Instructions for the task - Look through the lines below and extract each one that contains "stream".

[Listed entries — start]

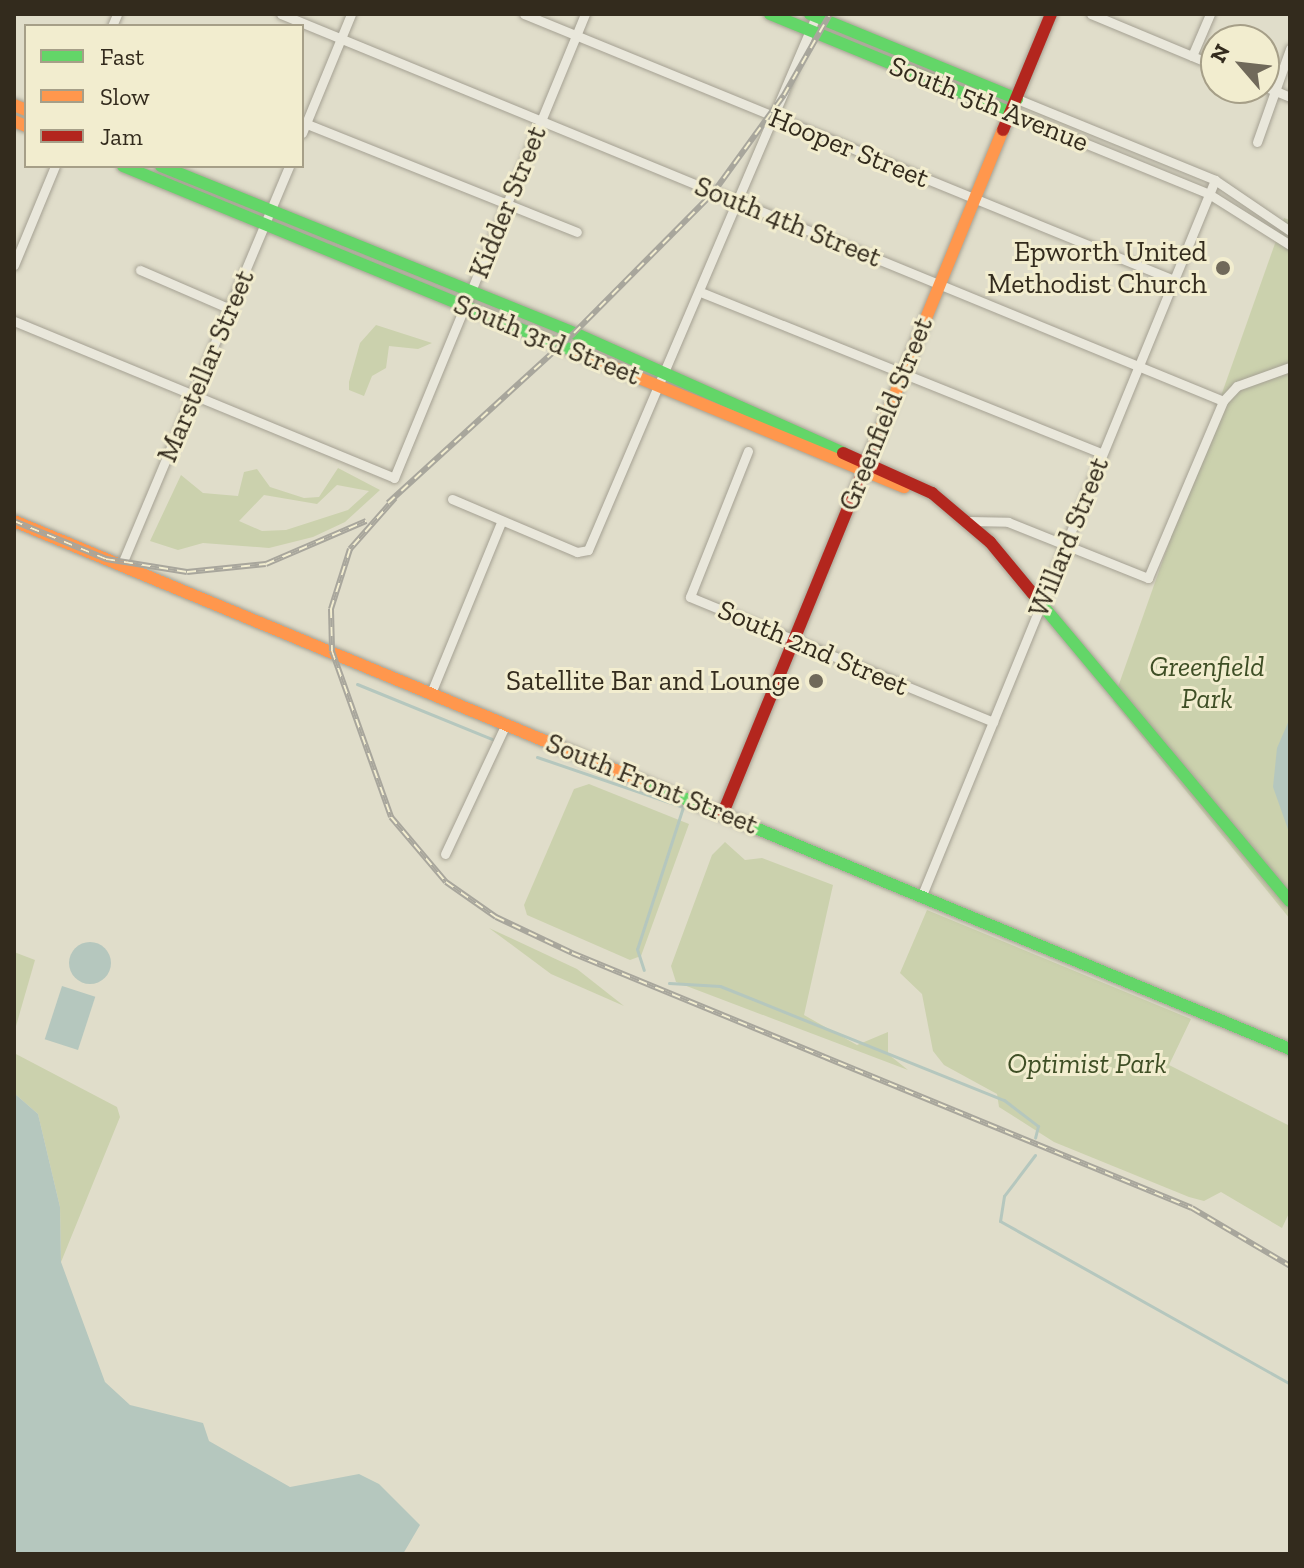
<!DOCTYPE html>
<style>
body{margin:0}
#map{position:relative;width:1304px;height:1568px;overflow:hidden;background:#e0ddca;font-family:"Zilla Slab",serif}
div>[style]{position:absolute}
.green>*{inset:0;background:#cbd1ad}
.water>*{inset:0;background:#b5c7be;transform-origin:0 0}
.round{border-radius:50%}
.stream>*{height:3px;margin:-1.5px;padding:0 1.5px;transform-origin:1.5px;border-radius:1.5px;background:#b5c7be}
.roads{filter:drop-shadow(0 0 2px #a5a193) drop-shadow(0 0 2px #a5a193)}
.street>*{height:9px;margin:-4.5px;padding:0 4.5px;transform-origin:4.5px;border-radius:4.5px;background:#e9e7db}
.fast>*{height:12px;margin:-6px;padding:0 6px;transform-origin:6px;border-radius:6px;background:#63d668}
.slow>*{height:12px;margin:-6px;padding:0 6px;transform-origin:6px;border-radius:6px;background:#ff974d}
.jam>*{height:12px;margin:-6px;padding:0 6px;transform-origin:6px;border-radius:6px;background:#b3261e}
.rail>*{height:6px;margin-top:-3px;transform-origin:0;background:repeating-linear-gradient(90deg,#f2edcf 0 9px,#a8a69c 0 18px);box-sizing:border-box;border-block:2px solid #a8a69c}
.dots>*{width:22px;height:22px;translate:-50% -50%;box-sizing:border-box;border:4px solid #f2edcf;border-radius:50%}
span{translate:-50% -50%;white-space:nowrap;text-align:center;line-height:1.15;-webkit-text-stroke:6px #f2edcf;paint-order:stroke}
.street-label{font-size:28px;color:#332b1d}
.poi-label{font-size:28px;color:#332b1d}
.right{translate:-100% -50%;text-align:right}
.park-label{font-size:28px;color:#3e4e25;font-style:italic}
.frame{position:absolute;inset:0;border:16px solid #332b1d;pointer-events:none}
.legend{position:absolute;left:24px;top:24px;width:280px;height:144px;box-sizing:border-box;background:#f2edcf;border:2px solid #a69f88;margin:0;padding:10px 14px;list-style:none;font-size:24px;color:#332b1d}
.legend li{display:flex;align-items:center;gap:16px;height:40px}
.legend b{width:40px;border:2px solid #a69f88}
.north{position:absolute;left:1200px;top:24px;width:80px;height:80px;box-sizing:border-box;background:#f2edcf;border:2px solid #a69f88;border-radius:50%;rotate:298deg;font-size:22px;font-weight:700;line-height:32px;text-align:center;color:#332b1d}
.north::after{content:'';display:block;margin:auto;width:28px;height:36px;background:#70695a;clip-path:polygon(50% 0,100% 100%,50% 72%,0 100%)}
</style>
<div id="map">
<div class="green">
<i style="clip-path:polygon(1284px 218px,1290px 220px,1290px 919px,1113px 701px)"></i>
<i style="clip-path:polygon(376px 325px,432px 343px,418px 349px,389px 346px,386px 368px,372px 376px,364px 396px,349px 390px,349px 382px,360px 343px)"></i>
<i style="clip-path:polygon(evenodd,338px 468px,380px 490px,345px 522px,313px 537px,269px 548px,203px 543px,178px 550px,150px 541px,181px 475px,203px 493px,238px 496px,244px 472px,257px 469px,270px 487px,304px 498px,319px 497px,338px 468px,337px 485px,369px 491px,348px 510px,286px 530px,262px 531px,239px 521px,264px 495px,317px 504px,337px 485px)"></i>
<i style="clip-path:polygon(589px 784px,689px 824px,641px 956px,630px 960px,527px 915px,524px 905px,574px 789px)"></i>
<i style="clip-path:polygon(725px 842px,745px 860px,762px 858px,833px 885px,804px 1015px,857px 1045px,888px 1032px,888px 1054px,908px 1070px,676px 982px,671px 966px,712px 855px)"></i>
<i style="clip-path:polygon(927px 910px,1191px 1019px,1169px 1065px,1290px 1126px,1290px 1211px,1282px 1228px,1221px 1192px,1204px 1201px,1189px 1197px,1054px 1142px,999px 1107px,997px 1094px,944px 1065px,933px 1051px,922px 994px,900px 973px)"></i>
<i style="clip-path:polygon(489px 928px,577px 969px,624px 1006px,551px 974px)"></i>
<i style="clip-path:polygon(14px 952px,35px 960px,14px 1033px)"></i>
<i style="clip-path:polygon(14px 1053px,117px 1107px,120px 1117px,61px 1262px,60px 1207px,38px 1114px,14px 1093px)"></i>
</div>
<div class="water">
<i style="clip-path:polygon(1290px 718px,1290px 835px,1273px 787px,1277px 748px)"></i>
<i class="round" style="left:69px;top:942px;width:42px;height:42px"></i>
<i style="left:62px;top:986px;width:35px;height:56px;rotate:18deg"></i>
<i style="clip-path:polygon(14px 1093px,38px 1114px,60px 1207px,61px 1262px,105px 1382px,130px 1405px,203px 1423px,209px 1441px,290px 1487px,359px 1474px,379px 1484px,420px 1525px,403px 1554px,14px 1554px)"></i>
</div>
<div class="stream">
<i style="left:357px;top:684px;width:146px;rotate:22.2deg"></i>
<i style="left:537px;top:757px;width:154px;rotate:18.9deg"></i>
<i style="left:683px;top:807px;width:149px;rotate:107.9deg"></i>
<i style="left:637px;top:949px;width:22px;rotate:72deg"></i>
<i style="left:669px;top:983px;width:51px;rotate:3.4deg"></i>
<i style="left:720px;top:986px;width:306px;rotate:21.9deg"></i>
<i style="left:1004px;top:1100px;width:43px;rotate:37.4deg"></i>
<i style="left:1038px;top:1126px;width:12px;rotate:104deg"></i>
<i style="left:1035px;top:1155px;width:51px;rotate:127.1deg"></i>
<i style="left:1004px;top:1196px;width:25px;rotate:99deg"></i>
<i style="left:1000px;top:1221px;width:333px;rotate:29.3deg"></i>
</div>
<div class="roads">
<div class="street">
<i style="left:281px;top:14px;width:1018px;rotate:22.33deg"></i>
<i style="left:524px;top:14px;width:702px;rotate:22.26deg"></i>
<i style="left:1091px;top:14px;width:135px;rotate:22.6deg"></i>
<i style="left:112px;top:26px;width:13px;rotate:-67deg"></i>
<i style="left:1192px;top:56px;width:46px;rotate:-66.8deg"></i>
<i style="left:1264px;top:86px;width:28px;rotate:23deg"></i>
<i style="left:1017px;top:99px;width:214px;rotate:22.2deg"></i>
<i style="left:1215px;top:180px;width:91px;rotate:34.2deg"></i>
<i style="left:1011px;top:113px;width:214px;rotate:22.2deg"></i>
<i style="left:1209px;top:194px;width:96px;rotate:32.2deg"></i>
<i style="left:302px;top:122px;width:296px;rotate:21.8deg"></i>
<i style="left:302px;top:133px;width:129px;rotate:-67.6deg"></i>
<i style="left:1257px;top:142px;width:99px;rotate:-70.5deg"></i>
<i style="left:14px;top:265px;width:107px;rotate:-67.5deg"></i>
<i style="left:140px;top:270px;width:98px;rotate:23.4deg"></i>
<i style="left:703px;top:293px;width:430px;rotate:21.9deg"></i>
<i style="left:14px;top:321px;width:411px;rotate:22.4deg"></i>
<i style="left:394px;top:478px;width:502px;rotate:-67.63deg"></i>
<i style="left:748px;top:451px;width:157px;rotate:111.7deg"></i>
<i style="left:690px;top:597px;width:328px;rotate:22.4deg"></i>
<i style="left:452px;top:499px;width:136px;rotate:23deg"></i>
<i style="left:577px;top:552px;width:11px;rotate:-10deg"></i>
<i style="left:588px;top:550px;width:583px;rotate:-66.87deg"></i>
<i style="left:969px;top:521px;width:39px;rotate:1deg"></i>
<i style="left:1008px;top:522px;width:151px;rotate:21.8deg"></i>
<i style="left:1148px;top:578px;width:192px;rotate:-67deg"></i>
<i style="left:1223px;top:401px;width:21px;rotate:-47deg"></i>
<i style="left:1237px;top:386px;width:56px;rotate:-19.7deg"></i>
<i style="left:121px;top:566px;width:434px;rotate:-67.2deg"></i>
<i style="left:431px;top:693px;width:185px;rotate:-67.7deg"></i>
<i style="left:445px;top:854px;width:144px;rotate:-64.9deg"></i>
<i style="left:922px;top:895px;width:773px;rotate:-67.72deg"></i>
</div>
<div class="fast">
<i style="left:770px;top:14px;width:261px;rotate:22.3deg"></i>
<i style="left:810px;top:14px;width:224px;rotate:22.3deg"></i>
<i style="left:123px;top:166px;width:490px;rotate:22.3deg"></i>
<i style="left:161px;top:166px;width:445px;rotate:22deg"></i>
<i style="left:574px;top:333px;width:295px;rotate:24deg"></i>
<i style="left:1033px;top:594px;width:400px;rotate:50.1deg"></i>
<i style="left:644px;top:782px;width:699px;rotate:22.46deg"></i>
</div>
<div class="slow">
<i style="left:14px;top:105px;width:13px;rotate:23deg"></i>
<i style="left:14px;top:121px;width:13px;rotate:23deg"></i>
<i style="left:576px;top:352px;width:355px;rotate:22.4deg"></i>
<i style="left:880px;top:431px;width:325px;rotate:-67.8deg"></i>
<i style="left:14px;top:521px;width:682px;rotate:22.5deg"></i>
</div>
<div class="jam">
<i style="left:1003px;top:130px;width:126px;rotate:-67.5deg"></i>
<i style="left:843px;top:453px;width:98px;rotate:24.2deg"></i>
<i style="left:932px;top:493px;width:76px;rotate:40.2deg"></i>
<i style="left:990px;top:542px;width:67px;rotate:50.4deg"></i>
<i style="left:723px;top:813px;width:413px;rotate:-67.7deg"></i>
</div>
</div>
<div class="rail">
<i style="left:395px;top:498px;width:68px;rotate:131.4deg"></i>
<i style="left:350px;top:549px;width:63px;rotate:107.6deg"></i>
<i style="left:331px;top:609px;width:42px;rotate:88.6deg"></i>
<i style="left:332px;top:651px;width:176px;rotate:70.4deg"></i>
<i style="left:391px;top:817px;width:85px;rotate:49.8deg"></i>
<i style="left:446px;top:882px;width:61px;rotate:35deg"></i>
<i style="left:496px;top:917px;width:84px;rotate:25.3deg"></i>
<i style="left:572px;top:953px;width:670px;rotate:22.36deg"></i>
<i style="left:1192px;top:1208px;width:114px;rotate:30.6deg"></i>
<i style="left:388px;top:503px;width:252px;rotate:-42.4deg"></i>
<i style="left:574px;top:333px;width:197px;rotate:-45.2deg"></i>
<i style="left:713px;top:193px;width:121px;rotate:-54.1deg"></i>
<i style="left:784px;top:95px;width:93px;rotate:-60.4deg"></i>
<i style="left:14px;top:521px;width:100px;rotate:22.4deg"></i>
<i style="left:106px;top:559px;width:82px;rotate:9.1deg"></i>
<i style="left:187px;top:572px;width:79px;rotate:-5.8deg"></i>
<i style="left:266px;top:564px;width:109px;rotate:-23.3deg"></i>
</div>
<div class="dots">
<i style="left:1223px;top:268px;background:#70695a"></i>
<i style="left:816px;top:681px;background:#70695a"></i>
</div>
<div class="street-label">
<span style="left:989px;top:104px;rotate:22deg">South 5th Avenue</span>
<span style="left:849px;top:148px;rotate:22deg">Hooper Street</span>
<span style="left:508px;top:202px;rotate:-68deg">Kidder Street</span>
<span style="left:788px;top:222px;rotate:22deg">South 4th Street</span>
<span style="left:547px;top:340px;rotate:22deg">South 3rd Street</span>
<span style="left:206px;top:366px;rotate:-67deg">Marstellar Street</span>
<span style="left:886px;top:414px;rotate:-68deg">Greenfield Street</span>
<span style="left:1069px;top:537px;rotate:-68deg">Willard Street</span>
<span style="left:813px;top:648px;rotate:23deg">South 2nd Street</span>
<span style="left:652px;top:784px;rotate:22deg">South Front Street</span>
</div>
<div class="poi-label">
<span class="right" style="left:1207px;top:268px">Epworth United<br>Methodist Church</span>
<span class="right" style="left:800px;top:681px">Satellite Bar and Lounge</span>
</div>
<div class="park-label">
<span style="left:1207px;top:683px">Greenfield<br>Park</span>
<span style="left:1087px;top:1064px">Optimist Park</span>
</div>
<div class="frame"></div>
<ul class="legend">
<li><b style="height:10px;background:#63d668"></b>Fast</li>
<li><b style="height:10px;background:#ff974d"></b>Slow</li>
<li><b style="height:10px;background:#b3261e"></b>Jam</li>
</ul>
<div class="north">N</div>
</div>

[Listed entries — finish]

Result below -
.stream>*{height:3px;margin:-1.5px;padding:0 1.5px;transform-origin:1.5px;border-radius:1.5px;background:#b5c7be}
<div class="stream">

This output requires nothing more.